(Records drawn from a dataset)
╔══

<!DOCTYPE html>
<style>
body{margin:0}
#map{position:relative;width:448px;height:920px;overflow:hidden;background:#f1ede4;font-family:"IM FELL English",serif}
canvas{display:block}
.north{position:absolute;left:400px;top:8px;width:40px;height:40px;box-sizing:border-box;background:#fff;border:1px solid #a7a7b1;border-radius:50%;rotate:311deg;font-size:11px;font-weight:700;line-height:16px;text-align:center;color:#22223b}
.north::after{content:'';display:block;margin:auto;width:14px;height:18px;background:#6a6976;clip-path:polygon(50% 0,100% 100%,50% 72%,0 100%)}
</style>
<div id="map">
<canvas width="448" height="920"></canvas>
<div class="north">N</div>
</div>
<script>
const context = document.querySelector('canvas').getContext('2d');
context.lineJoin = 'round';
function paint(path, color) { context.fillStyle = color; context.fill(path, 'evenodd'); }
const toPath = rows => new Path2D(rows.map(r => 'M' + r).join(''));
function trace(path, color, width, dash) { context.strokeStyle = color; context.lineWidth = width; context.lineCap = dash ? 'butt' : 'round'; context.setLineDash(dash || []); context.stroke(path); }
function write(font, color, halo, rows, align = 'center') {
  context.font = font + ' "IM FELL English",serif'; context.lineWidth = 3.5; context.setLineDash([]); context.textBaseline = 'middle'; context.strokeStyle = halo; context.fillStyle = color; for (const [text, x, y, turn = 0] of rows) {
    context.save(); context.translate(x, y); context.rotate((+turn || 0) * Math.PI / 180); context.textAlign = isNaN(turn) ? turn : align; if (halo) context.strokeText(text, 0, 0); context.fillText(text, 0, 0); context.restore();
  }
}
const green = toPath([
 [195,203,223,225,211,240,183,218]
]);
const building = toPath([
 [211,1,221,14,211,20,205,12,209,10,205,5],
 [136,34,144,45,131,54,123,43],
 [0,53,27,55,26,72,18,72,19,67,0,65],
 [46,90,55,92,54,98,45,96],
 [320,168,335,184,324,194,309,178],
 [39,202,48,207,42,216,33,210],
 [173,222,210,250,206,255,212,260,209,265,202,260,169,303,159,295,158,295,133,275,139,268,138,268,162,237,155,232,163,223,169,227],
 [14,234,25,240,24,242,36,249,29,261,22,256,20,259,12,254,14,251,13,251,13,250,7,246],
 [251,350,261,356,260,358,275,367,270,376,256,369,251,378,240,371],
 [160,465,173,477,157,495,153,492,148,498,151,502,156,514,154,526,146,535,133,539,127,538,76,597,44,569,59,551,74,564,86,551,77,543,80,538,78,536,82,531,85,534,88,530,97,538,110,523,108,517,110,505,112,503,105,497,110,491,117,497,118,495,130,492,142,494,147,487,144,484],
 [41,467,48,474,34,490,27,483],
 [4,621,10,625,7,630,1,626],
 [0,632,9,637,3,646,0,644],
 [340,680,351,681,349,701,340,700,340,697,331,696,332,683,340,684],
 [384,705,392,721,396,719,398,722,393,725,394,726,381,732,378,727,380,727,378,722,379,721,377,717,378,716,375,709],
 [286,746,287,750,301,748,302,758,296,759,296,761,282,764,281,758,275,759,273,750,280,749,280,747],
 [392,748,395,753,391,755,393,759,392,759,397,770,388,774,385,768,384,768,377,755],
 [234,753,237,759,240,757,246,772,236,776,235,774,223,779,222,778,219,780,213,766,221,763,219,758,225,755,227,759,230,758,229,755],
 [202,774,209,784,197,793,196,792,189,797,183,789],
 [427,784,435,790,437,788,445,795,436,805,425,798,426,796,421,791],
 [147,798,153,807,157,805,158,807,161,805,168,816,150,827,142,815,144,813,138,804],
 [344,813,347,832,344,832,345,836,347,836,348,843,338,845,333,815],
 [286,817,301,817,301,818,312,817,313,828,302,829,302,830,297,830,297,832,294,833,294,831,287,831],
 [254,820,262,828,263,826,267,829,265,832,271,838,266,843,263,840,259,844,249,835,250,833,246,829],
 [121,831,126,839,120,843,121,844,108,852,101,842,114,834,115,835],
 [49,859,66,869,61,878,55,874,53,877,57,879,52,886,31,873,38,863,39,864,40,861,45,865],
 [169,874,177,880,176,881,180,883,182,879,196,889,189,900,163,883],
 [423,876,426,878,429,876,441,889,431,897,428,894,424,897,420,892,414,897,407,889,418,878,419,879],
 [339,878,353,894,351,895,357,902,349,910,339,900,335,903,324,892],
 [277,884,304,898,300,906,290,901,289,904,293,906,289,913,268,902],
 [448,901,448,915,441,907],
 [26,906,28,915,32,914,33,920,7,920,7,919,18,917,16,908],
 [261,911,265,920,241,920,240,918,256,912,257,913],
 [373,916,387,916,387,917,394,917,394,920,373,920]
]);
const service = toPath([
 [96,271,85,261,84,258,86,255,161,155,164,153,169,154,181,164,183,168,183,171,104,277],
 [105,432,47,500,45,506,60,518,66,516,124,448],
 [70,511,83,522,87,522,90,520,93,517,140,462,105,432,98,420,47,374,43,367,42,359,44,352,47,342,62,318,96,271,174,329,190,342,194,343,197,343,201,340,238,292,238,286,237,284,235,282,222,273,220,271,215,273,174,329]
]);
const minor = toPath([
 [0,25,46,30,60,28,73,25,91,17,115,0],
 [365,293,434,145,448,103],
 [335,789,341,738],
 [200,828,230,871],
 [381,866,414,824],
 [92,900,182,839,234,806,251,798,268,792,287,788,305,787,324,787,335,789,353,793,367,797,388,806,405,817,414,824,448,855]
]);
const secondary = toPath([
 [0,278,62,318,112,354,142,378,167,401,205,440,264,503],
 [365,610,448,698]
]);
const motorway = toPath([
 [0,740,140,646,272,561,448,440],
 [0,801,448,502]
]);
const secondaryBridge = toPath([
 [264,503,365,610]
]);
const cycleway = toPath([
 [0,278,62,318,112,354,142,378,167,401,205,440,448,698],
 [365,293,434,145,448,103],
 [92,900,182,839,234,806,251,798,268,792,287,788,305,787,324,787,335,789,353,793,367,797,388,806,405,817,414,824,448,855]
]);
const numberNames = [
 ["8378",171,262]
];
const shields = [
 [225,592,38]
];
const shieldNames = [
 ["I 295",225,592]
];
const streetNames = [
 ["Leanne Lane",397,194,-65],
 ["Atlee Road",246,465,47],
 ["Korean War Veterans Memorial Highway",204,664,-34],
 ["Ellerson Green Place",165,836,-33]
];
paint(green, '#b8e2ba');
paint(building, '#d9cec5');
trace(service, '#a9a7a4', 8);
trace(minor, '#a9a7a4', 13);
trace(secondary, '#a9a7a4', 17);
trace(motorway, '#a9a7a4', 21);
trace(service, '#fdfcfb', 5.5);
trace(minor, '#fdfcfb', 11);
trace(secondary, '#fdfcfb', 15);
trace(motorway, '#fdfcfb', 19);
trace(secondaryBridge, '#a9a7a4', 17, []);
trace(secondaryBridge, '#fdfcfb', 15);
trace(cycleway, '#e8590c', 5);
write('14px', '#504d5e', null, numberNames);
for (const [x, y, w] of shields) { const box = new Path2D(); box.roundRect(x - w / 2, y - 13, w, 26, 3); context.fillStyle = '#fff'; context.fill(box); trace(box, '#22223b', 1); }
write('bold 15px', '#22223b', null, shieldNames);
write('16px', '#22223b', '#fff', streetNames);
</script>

╚══

TASK BRIEF: Identify each line in the records above that contains the word "halo", and copy it out in full.

RESULT BELOW:
function write(font, color, halo, rows, align = 'center') {
  context.font = font + ' "IM FELL English",serif'; context.lineWidth = 3.5; context.setLineDash([]); context.textBaseline = 'middle'; context.strokeStyle = halo; context.fillStyle = color; for (const [text, x, y, turn = 0] of rows) {
    context.save(); context.translate(x, y); context.rotate((+turn || 0) * Math.PI / 180); context.textAlign = isNaN(turn) ? turn : align; if (halo) context.strokeText(text, 0, 0); context.fillText(text, 0, 0); context.restore();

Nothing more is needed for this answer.